Expenses: 0.53 percent

U.S. Infrastructure Development ETF (PAVE)

Fund providers can turn around a thematic ETF in a hurry should the need arise. When Donald Trump earned his surprise presidential win in November 2016, investors jumped into everything relating to his campaign promises, including U.S. infrastructure. Global X filed a prospectus with the SEC in December for an infrastructure ETF, and got it listed by early March 2017. PAVE is a mostly two-front play on a U.S infrastructure buildout: industrials (67 percent) such as instrumentation and industrial tech firm Fortive Corp. (FTV) and automation company Rockwell Automation (ROK); and materials (27 percent) such as steelmaker Nucor Corp. (NUE).

Expenses: 0.47 percent (includes 11-basis-point fee waiver)

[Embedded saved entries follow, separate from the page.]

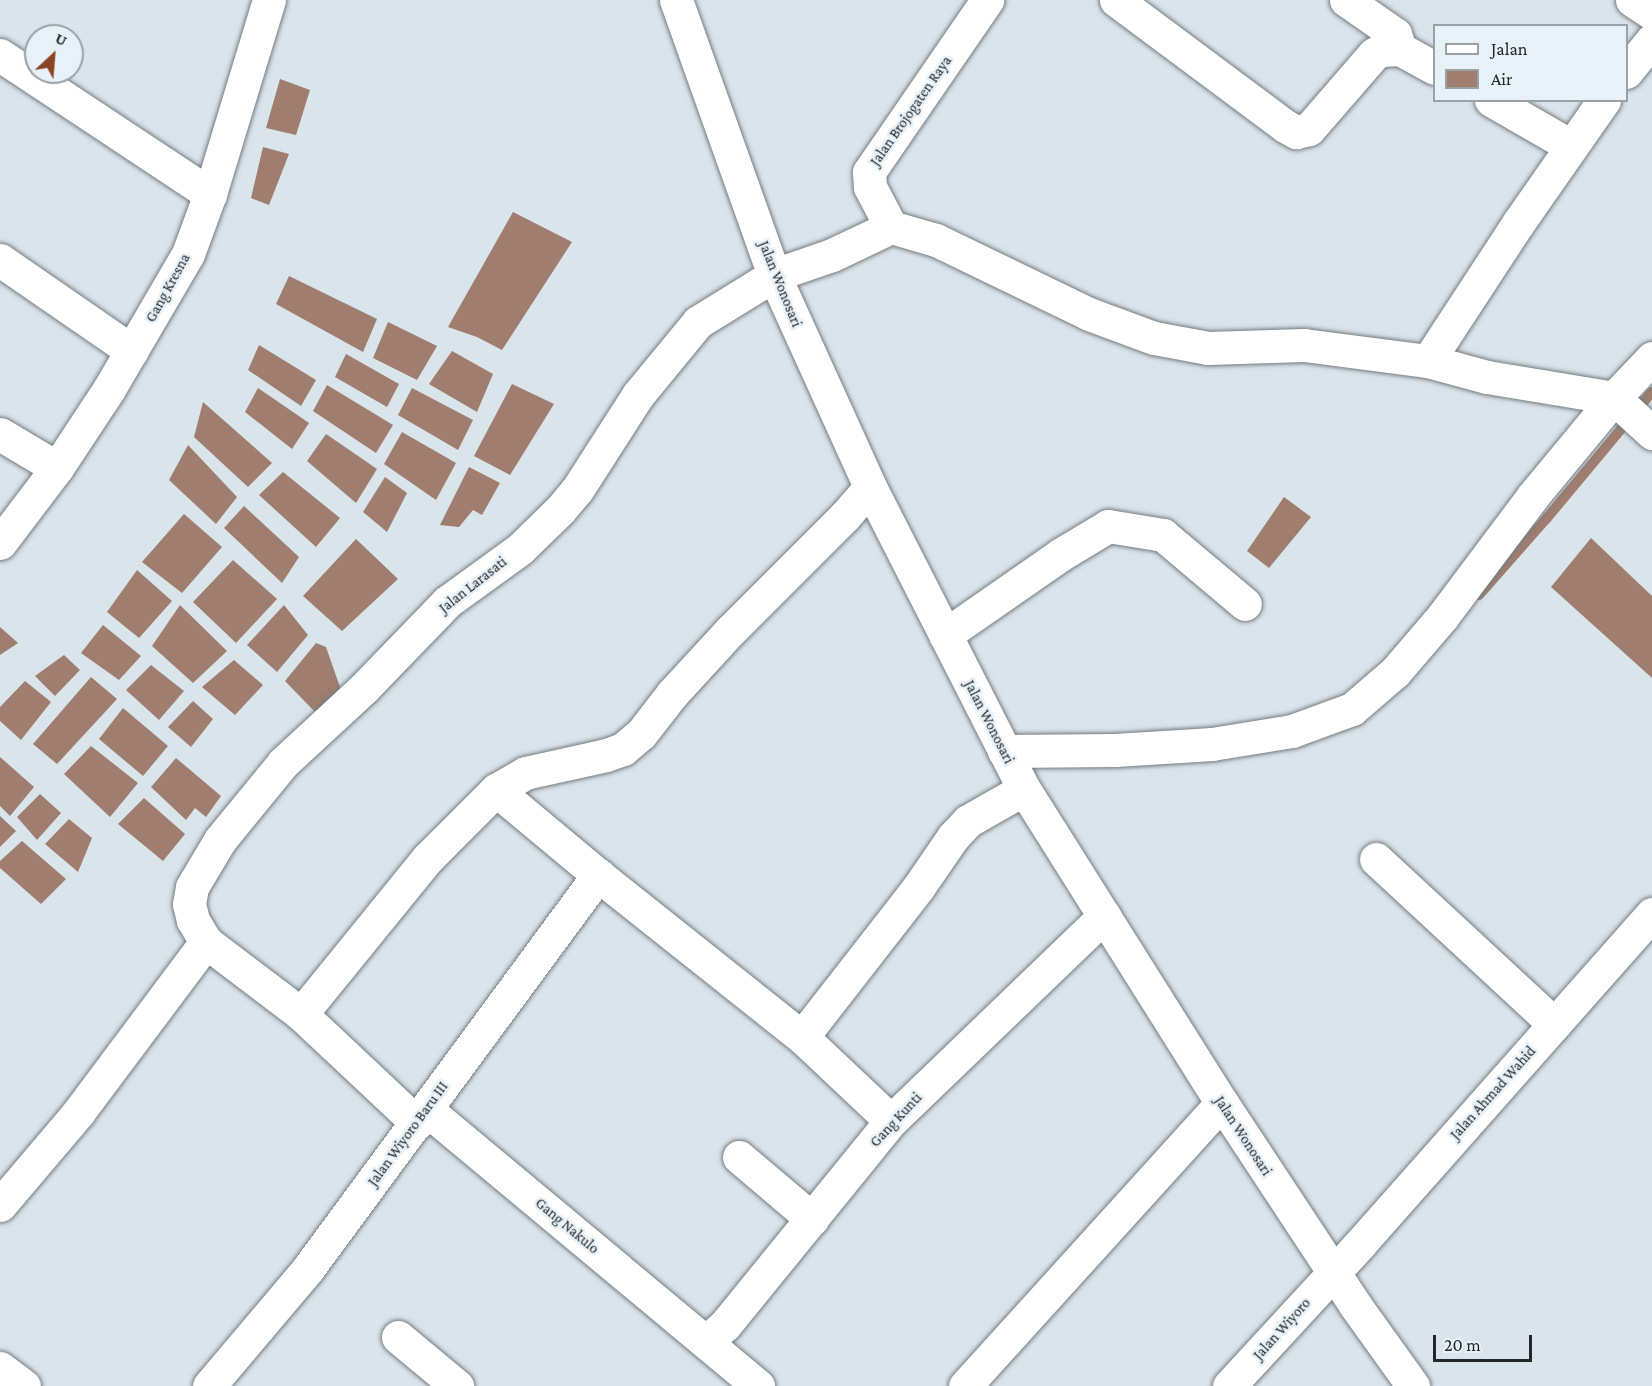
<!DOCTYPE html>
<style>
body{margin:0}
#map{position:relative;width:1652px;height:1386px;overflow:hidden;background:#dae4eb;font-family:"Crimson Pro",serif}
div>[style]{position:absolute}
.water>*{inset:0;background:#9f7d6f}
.stream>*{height:10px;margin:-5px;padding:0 5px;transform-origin:5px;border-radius:5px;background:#9f7d6f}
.roads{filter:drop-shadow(0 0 2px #737c82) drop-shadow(0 0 2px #737c82)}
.minor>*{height:33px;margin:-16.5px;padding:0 16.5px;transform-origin:16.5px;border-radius:16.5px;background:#fff}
.highway>*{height:33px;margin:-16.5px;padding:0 16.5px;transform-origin:16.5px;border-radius:16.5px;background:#fff}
span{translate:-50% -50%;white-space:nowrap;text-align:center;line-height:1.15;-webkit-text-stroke:5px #e7f1f8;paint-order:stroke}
.street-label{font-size:15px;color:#24272a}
.legend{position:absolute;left:1433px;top:24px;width:195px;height:78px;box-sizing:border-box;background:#e7f1f8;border:2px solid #99a0a6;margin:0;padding:8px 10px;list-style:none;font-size:18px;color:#24272a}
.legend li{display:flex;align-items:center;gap:12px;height:30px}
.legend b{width:30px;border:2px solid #99a0a6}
.north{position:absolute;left:24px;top:24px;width:60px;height:60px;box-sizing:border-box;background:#e7f1f8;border:2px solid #99a0a6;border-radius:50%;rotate:26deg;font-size:16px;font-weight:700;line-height:24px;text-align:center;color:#24272a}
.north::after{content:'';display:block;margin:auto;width:21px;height:27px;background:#8b4323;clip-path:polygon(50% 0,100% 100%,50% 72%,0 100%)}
.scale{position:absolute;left:1433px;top:1335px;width:99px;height:27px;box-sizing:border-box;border:3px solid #24272a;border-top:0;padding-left:8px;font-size:18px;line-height:21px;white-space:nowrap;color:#24272a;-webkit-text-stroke:4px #e7f1f8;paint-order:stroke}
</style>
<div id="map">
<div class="water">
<div style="clip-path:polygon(280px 79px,310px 90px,296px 135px,266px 128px)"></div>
<div style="clip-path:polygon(263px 147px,289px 154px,269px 205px,251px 198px)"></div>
<div style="clip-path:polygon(513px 212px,572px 242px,502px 350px,477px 337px,448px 327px)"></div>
<div style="clip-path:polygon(289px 276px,377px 319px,363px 352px,276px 304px)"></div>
<div style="clip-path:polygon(388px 322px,437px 346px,417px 380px,373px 358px)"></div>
<div style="clip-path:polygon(259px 345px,316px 380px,301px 406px,248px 370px)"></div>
<div style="clip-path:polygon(452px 351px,493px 374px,477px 412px,429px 384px)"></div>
<div style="clip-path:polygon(346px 354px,399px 384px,387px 407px,335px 377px)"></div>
<div style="clip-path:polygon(512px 384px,554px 404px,510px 475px,474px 456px)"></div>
<div style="clip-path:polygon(327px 385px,393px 425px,376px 453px,313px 411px)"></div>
<div style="clip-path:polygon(258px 388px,309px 423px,292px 449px,245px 412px)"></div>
<div style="clip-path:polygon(412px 388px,473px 420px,458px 450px,398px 415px)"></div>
<div style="clip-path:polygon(203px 402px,272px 463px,248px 487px,194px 437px)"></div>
<div style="clip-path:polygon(402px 432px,456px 463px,436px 500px,384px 464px)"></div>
<div style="clip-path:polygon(326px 434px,377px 469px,356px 503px,307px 461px)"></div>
<div style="clip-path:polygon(188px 445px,237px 497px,216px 524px,169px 480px)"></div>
<div style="clip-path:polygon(469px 467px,500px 483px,482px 515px,473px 510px,459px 527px,440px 525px)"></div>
<div style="clip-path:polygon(283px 472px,340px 518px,316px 547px,259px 495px)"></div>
<div style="clip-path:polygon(385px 477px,407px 493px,387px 532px,363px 512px)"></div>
<div style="clip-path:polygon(1284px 497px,1311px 517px,1269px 568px,1247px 551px)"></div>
<div style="clip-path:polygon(244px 506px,299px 557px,282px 583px,224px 528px)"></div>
<div style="clip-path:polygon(184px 514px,222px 547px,182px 593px,142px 562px)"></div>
<div style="clip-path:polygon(1591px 538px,1652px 596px,1652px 678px,1551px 587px)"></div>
<div style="clip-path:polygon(356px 539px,398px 579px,342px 631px,303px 596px)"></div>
<div style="clip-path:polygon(233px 560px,277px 599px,236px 643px,193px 602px)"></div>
<div style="clip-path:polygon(137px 570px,172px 601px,139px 638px,107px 612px)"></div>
<div style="clip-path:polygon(180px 605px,227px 651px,193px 683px,152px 646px)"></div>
<div style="clip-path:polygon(284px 605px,308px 635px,277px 672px,247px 645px)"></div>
<div style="clip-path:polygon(103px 625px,141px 656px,119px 680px,81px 653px)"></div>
<div style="clip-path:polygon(0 627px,18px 643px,0 655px)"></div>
<div style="clip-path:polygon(316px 643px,326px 647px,341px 690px,315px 712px,285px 681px)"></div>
<div style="clip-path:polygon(64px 655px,80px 670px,55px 696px,35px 676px)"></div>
<div style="clip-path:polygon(234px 660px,263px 685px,235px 715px,202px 687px)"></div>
<div style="clip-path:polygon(151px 665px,184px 691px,159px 720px,126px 690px)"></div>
<div style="clip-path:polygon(91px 677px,117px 699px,57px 764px,33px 744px)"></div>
<div style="clip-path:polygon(25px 681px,51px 702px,21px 740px,0 721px,0 707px)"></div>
<div style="clip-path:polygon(193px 701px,213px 719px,191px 747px,168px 727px)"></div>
<div style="clip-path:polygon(123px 708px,168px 746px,143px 776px,99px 739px)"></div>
<div style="clip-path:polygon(91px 746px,138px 783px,110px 817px,64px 774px)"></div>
<div style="clip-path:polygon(0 757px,34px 787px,10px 816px,0 806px)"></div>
<div style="clip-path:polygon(176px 758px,221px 796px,206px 817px,195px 808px,186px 820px,151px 787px)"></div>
<div style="clip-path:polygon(40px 794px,61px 813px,37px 840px,17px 817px)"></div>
<div style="clip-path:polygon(144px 798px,185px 834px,163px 861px,118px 824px)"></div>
<div style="clip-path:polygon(0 816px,16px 831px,0 847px)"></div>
<div style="clip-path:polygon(69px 819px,92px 838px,78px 872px,45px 844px)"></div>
<div style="clip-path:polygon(22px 841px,66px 879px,41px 904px,0 868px,0 861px)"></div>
</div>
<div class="stream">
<div style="left:1479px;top:595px;width:103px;rotate:-48.6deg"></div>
<div style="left:1547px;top:518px;width:164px;rotate:-50.2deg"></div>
</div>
<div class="roads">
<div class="minor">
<div style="left:1116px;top:0;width:211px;rotate:36.7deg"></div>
<div style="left:1285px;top:126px;width:13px;rotate:29deg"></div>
<div style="left:1296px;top:132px;width:13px;rotate:-13deg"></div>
<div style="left:1309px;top:129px;width:99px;rotate:-49.1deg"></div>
<div style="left:1374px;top:54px;width:8px;rotate:-30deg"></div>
<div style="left:1381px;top:50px;width:19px;rotate:-3deg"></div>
<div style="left:1400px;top:49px;width:39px;rotate:29deg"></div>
<div style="left:1346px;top:0;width:60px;rotate:34.8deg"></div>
<div style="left:1395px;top:34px;width:16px;rotate:72deg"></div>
<div style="left:1632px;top:0;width:24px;rotate:33deg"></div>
<div style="left:0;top:55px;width:252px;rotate:33.5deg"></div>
<div style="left:1626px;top:72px;width:41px;rotate:-50.9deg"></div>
<div style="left:1491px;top:100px;width:92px;rotate:29.9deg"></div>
<div style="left:891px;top:227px;width:45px;rotate:-117.7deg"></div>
<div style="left:870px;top:187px;width:15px;rotate:-94deg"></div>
<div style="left:869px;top:172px;width:209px;rotate:-55.5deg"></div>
<div style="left:0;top:260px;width:160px;rotate:34.6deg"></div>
<div style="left:1652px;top:358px;width:55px;rotate:133.5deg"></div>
<div style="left:1614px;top:398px;width:52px;rotate:42.6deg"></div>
<div style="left:1428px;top:361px;width:166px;rotate:-56.8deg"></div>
<div style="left:1519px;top:222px;width:149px;rotate:-55.1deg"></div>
<div style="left:0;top:434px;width:66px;rotate:30.8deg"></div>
<div style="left:0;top:543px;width:94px;rotate:-52.8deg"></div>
<div style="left:57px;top:468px;width:95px;rotate:-56.6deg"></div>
<div style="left:109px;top:389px;width:156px;rotate:-59.7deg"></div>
<div style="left:188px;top:254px;width:64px;rotate:-69.9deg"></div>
<div style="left:210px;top:194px;width:203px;rotate:-73.1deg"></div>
<div style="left:945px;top:635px;width:140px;rotate:-34.8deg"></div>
<div style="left:1060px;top:555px;width:56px;rotate:-31.1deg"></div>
<div style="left:1108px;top:526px;width:56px;rotate:9.3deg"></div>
<div style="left:1163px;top:535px;width:107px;rotate:40.1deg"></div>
<div style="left:496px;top:790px;width:133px;rotate:39.8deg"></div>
<div style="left:598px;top:875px;width:260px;rotate:38.5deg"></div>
<div style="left:802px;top:1037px;width:122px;rotate:43.3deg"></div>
<div style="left:1376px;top:859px;width:243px;rotate:42.8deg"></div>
<div style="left:301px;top:1014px;width:200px;rotate:-50.9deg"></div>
<div style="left:427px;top:859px;width:98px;rotate:-45deg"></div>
<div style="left:496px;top:790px;width:34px;rotate:-30deg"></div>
<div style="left:525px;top:773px;width:83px;rotate:-12.5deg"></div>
<div style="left:606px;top:755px;width:18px;rotate:-19deg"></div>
<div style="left:623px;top:749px;width:23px;rotate:-40deg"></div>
<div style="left:641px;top:734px;width:51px;rotate:-52.2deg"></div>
<div style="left:672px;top:694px;width:86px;rotate:-47.4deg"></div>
<div style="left:730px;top:631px;width:163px;rotate:-45deg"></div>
<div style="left:845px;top:516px;width:38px;rotate:-49deg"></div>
<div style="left:802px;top:1037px;width:189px;rotate:-52.1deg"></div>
<div style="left:918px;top:888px;width:62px;rotate:-55.5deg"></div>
<div style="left:953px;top:837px;width:22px;rotate:-47deg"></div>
<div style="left:968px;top:821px;width:64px;rotate:-29.7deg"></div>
<div style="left:427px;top:1110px;width:431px;rotate:39.8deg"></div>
<div style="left:417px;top:1123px;width:159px;rotate:-136.8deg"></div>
<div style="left:301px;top:1014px;width:119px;rotate:-142.8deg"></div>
<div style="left:206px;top:942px;width:26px;rotate:-121deg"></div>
<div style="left:193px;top:920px;width:16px;rotate:-104deg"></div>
<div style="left:189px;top:904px;width:17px;rotate:-80deg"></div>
<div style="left:192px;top:887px;width:55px;rotate:-59.2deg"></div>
<div style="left:220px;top:840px;width:99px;rotate:-50.7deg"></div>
<div style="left:283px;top:763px;width:110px;rotate:-42.8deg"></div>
<div style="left:364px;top:688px;width:120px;rotate:-46deg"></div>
<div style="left:447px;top:602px;width:90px;rotate:-36deg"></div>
<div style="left:520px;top:549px;width:56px;rotate:-44.3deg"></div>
<div style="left:560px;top:510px;width:26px;rotate:-50deg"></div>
<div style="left:577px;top:490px;width:113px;rotate:-57.3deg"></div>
<div style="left:638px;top:395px;width:94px;rotate:-50.6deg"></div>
<div style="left:698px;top:322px;width:89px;rotate:-31.7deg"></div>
<div style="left:774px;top:275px;width:61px;rotate:-19deg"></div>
<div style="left:832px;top:255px;width:65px;rotate:-25.4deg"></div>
<div style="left:891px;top:227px;width:47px;rotate:16.1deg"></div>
<div style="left:936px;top:240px;width:170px;rotate:25.8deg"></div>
<div style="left:1089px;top:314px;width:69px;rotate:20.3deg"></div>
<div style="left:1154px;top:338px;width:55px;rotate:10.5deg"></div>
<div style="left:1208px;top:348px;width:96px;rotate:-1.8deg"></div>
<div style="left:1304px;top:345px;width:125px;rotate:7.4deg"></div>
<div style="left:1428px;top:361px;width:61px;rotate:15.2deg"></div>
<div style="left:1487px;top:377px;width:129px;rotate:9.4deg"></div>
<div style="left:1614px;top:398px;width:127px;rotate:129.6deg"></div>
<div style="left:1533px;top:496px;width:150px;rotate:126.9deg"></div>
<div style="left:1443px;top:616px;width:74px;rotate:130.6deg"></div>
<div style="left:1395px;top:672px;width:57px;rotate:139.3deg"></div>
<div style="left:1352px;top:709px;width:64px;rotate:159.9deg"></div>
<div style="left:1292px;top:731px;width:81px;rotate:170.8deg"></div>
<div style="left:1212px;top:744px;width:97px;rotate:176.5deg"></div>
<div style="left:1115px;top:750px;width:111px;rotate:179.5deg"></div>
<div style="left:739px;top:1157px;width:96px;rotate:40.3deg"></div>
<div style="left:0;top:1205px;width:121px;rotate:-49.7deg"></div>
<div style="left:78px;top:1113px;width:214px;rotate:-53.2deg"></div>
<div style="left:398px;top:1337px;width:77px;rotate:39.7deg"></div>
<div style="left:707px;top:1341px;width:24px;rotate:-42deg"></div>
<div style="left:725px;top:1325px;width:263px;rotate:-50.9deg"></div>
<div style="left:891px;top:1121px;width:296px;rotate:-43.9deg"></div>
<div style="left:0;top:1368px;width:30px;rotate:37deg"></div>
<div style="left:209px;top:1386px;width:152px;rotate:-49.8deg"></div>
<div style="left:307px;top:1270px;width:491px;rotate:-53.6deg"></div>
<div style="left:965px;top:1386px;width:382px;rotate:-47.8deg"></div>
<div style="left:1229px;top:1386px;width:192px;rotate:-47.3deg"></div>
<div style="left:1359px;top:1245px;width:442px;rotate:-48.5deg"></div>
</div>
<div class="highway">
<div style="left:676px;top:0;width:292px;rotate:70.4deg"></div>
<div style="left:774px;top:275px;width:233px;rotate:65.6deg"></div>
<div style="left:870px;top:487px;width:339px;rotate:63deg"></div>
<div style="left:1024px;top:789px;width:371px;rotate:57.8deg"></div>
<div style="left:1222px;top:1103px;width:242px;rotate:56.6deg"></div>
<div style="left:1355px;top:1305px;width:100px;rotate:54.4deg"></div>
</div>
</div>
<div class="street-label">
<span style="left:911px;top:111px;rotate:-55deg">Jalan Brojogaten Raya</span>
<span style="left:780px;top:284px;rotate:68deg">Jalan Wonosari</span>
<span style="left:168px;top:288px;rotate:-61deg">Gang Kresna</span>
<span style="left:473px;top:585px;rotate:-38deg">Jalan Larasati</span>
<span style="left:989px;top:722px;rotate:63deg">Jalan Wonosari</span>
<span style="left:1493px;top:1093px;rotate:-48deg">Jalan Ahmad Wahid</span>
<span style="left:896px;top:1120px;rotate:-47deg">Gang Kunti</span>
<span style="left:408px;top:1134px;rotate:-54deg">Jalan Wiyoro Baru III</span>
<span style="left:1243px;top:1136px;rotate:57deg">Jalan Wonosari</span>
<span style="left:567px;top:1226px;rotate:40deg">Gang Nakulo</span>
<span style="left:1282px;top:1329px;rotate:-48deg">Jalan Wiyoro</span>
</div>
<ul class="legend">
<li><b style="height:8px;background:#fff"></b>Jalan</li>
<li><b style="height:16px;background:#9f7d6f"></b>Air</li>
</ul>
<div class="north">U</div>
<div class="scale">20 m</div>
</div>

The Long-Term Care ETF (OLD)

One of the most well-traveled investing megatrends is the aging of America’s baby boomers, as well as growing elderly populations across the rest of the world. Janus Henderson’s OLD ETF targets the sector most likely to benefit — real estate, especially senior care and other medical property operators. Top holdings are a who’s who of senior housing, including Ventas (VTR), Welltower (HCN) and HCP (HCP), but also international players such as Europe’s Orpea and New Zealand’s Ryman Healthcare. In fact, OLD has a substantial international allocation at about 25 percent of the fund’s weight. Janus’ fund also has small holdings in biotech and medical products companies.

Expenses: 0.5 percent

Genomic Revolution Multi-Sector ETF (ARKG)

Last is a similarly minded company as OLD, but with a much different focus. ARKG also invests in companies seeking to extend and improve human life, but it does so through holdings that benefit from genomics. That includes involvement in molecular diagnostics, stem cells, instrumentation and gene therapy, among other things. Top holdings include innovators such as genomic analysis diagnostics developer Foundation Medicine (FMI), whose products help cancer testing; genome sequencing specialist Illumina (ILMN); and Invitae (NVTA), which offers affordable genetic testing solutions.